Confining Stationary Light: Dirac Dynamics and Klein Tunneling

We discuss the properties of 1D stationary pulses of light in an atomic ensemble with electromagnetically induced transparency in the limit of tight spatial confinement. When the size of the wave packet becomes comparable or smaller than the absorption length of the medium, it must be described by a two-component vector which obeys the one-dimensional two-component Dirac equation with an effective mass $m^{*}$ and effective speed of light $c^{*}$. Then a fundamental lower limit to the spatial width in an external potential arises from Klein tunneling and is given by the effective Compton length ${\lambda }_C=\hslash /(m^{*}{c}^{*})$. Since $c^{*}$ and $m^{*}$ can be externally controlled and can be made small, it is possible to observe effects of the relativistic dispersion for rather low energies or correspondingly on macroscopic length scales.

Figure 1

Stationary light scheme: The interaction of double $\Lambda$ atoms driven by two counterpropagating control fields of (equal) Rabi frequency $\Omega$ and opposite circular polarization with two counterpropagating probe fields $E_{\pm }$ of corresponding polarization generates a quasistationary pattern of the probe fields.

Figure 2

Top: Diffusive expansion of an initial Gaussian stationary light pulse with width $L_p=2.5{\lambda }_C$. Bottom: The same for an initial width of $L_p=0.05{\lambda }_C$. Results are obtained from numerical solutions of the full Maxwell-Bloch equations which agree very well with solutions of the Schrödinger equation (5) (top plot) and the Dirac equation (9) (bottom plot).
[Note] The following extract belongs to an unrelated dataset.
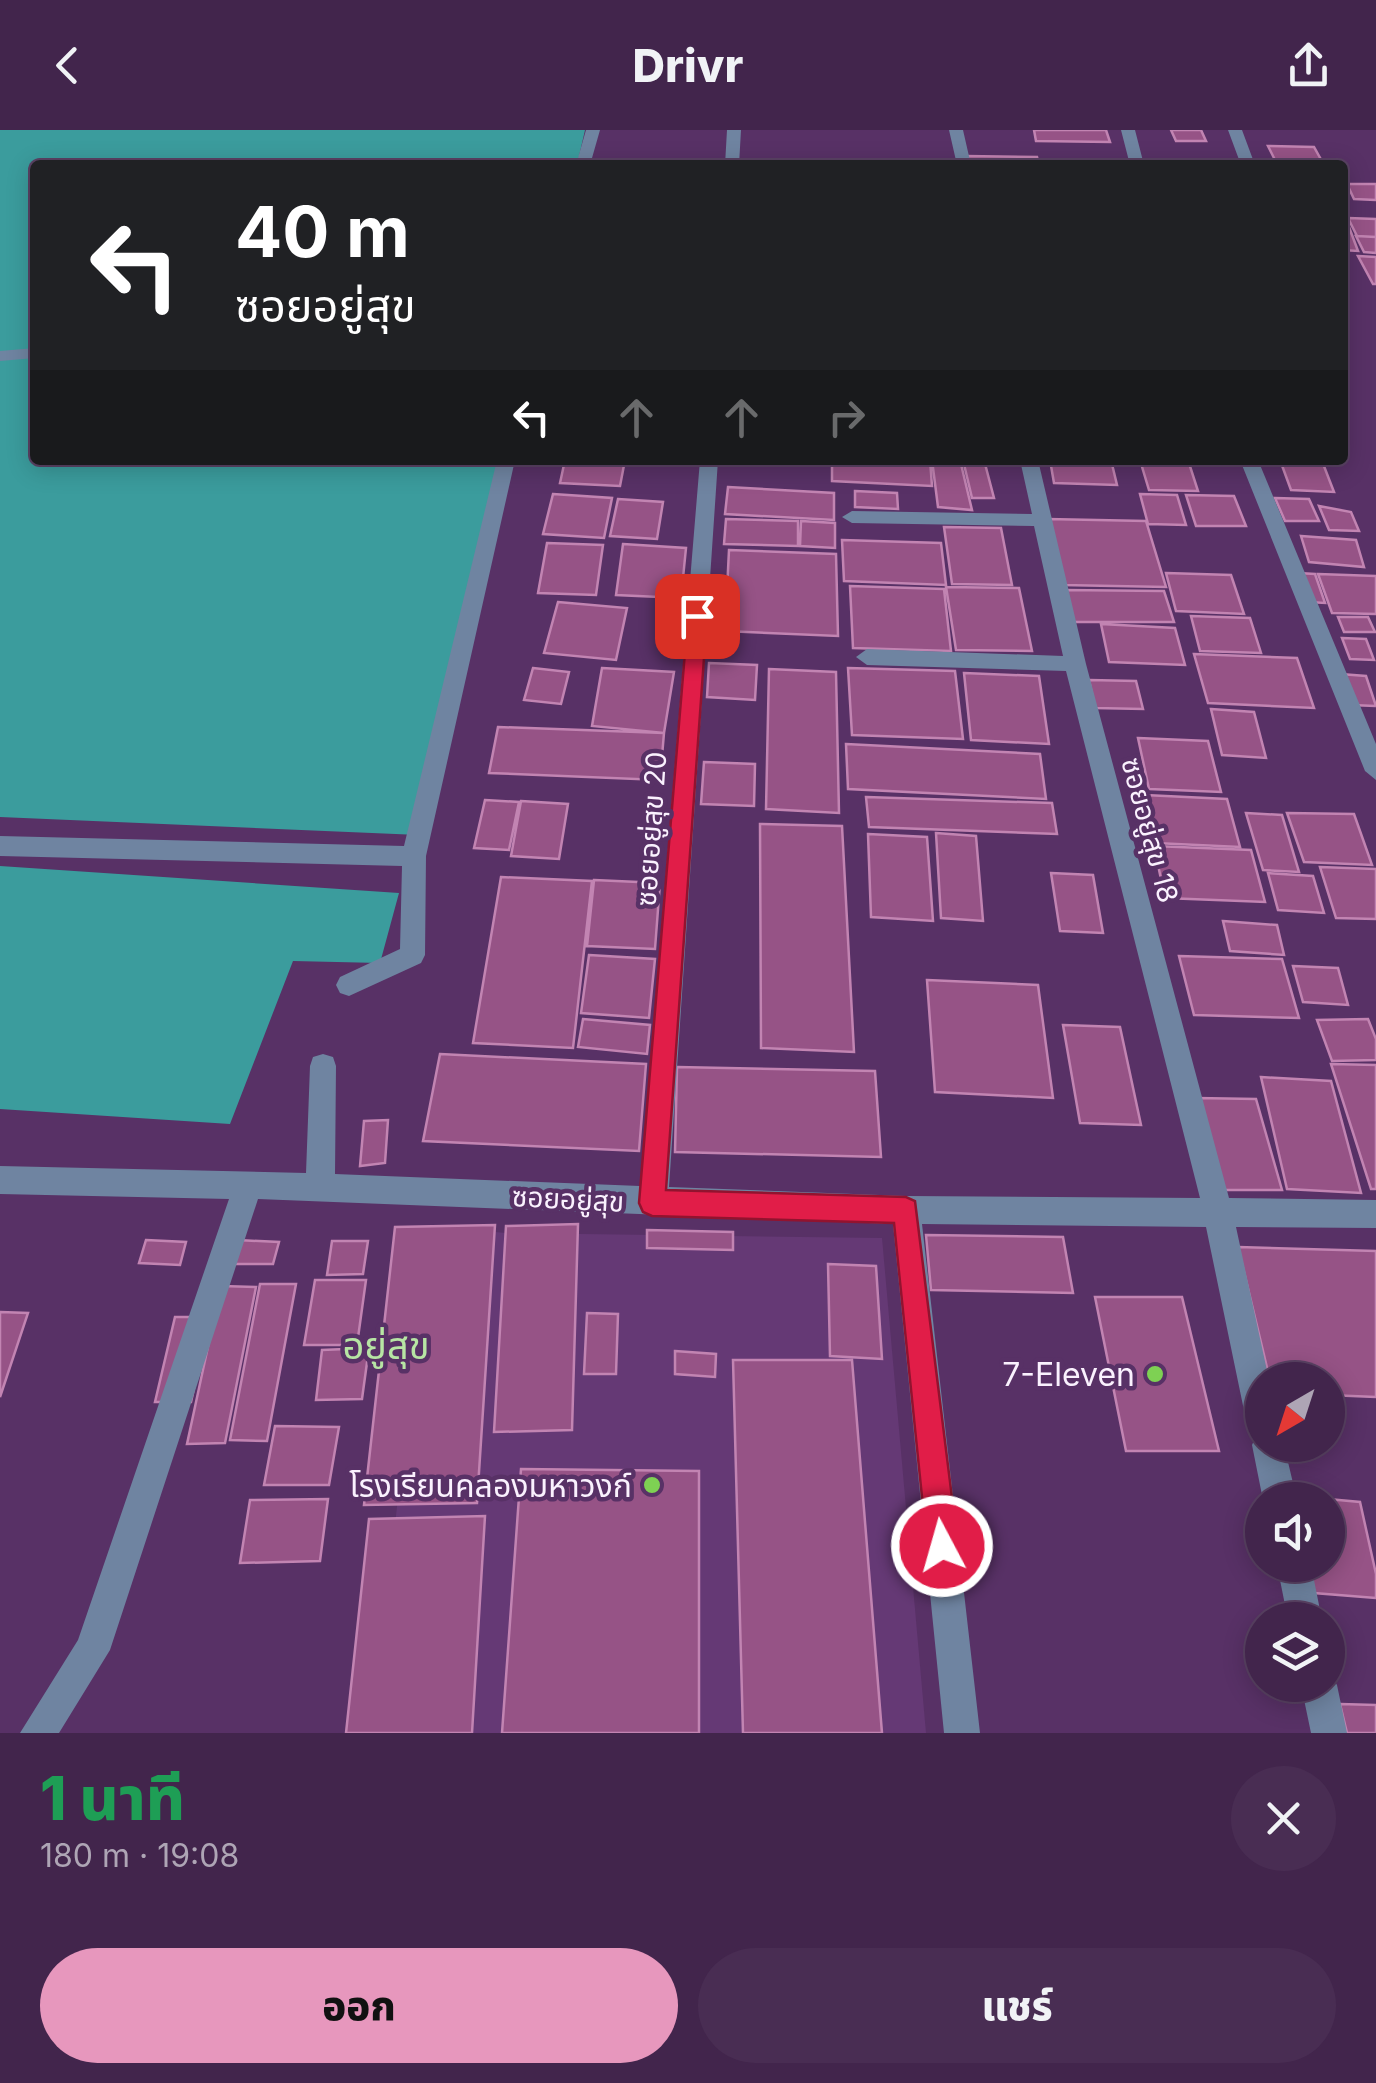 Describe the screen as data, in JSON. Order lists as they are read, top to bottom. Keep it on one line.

The parameters are $\gamma /\Delta =0.01$, ${\Omega }_{\pm }/\Delta =0.2$, $\cos \theta =0.9975$, and hence ${\lambda }_C/L_{\mathrm{abs}}=199.5$.

Figure 3

Evolution of an initial Gaussian stationary light pulse with initial width $L_p=0.05{\lambda }_c$ in a square-well potential (the extension of which is indicated by dashed red lines) with $a=0.1{\lambda }_C$ and depth $U_0=1.875m^{*}{c}^{*2}$ (top), and $U_0=3.125m^{*}{c}^{*2}$ (bottom), respectively. Besides initial losses due to mismatch of the wave functions [see insets at the top, $I(t)$ is the integrated intensity], a fast decay due to Klein tunneling is apparent in the second case.

Figure 4

Left: Center of mass of emerging left- and right-moving wave packets obtained from solution of Maxwell-Bloch equations of initial Gaussian wave packet of width $\Delta z=10L_{\mathrm{abs}}\ll {\lambda }_C=199.98L_{\mathrm{abs}}$ (solid blue line) and from solution (17) of the Dirac equation (dashed red line). At $t=0$ a flip of the relative phase of the drive fields was assumed corresponding to ${\mathcal{E}}_{+}(0)=i{\mathcal{E}}_{-}(0)$. Parameters are as in Fig. 2. Right: Fourier-spectrum of $⟨z(t)⟩$ showing the pronounced peak at $2m^{*}{c}^{*2}/\hslash$.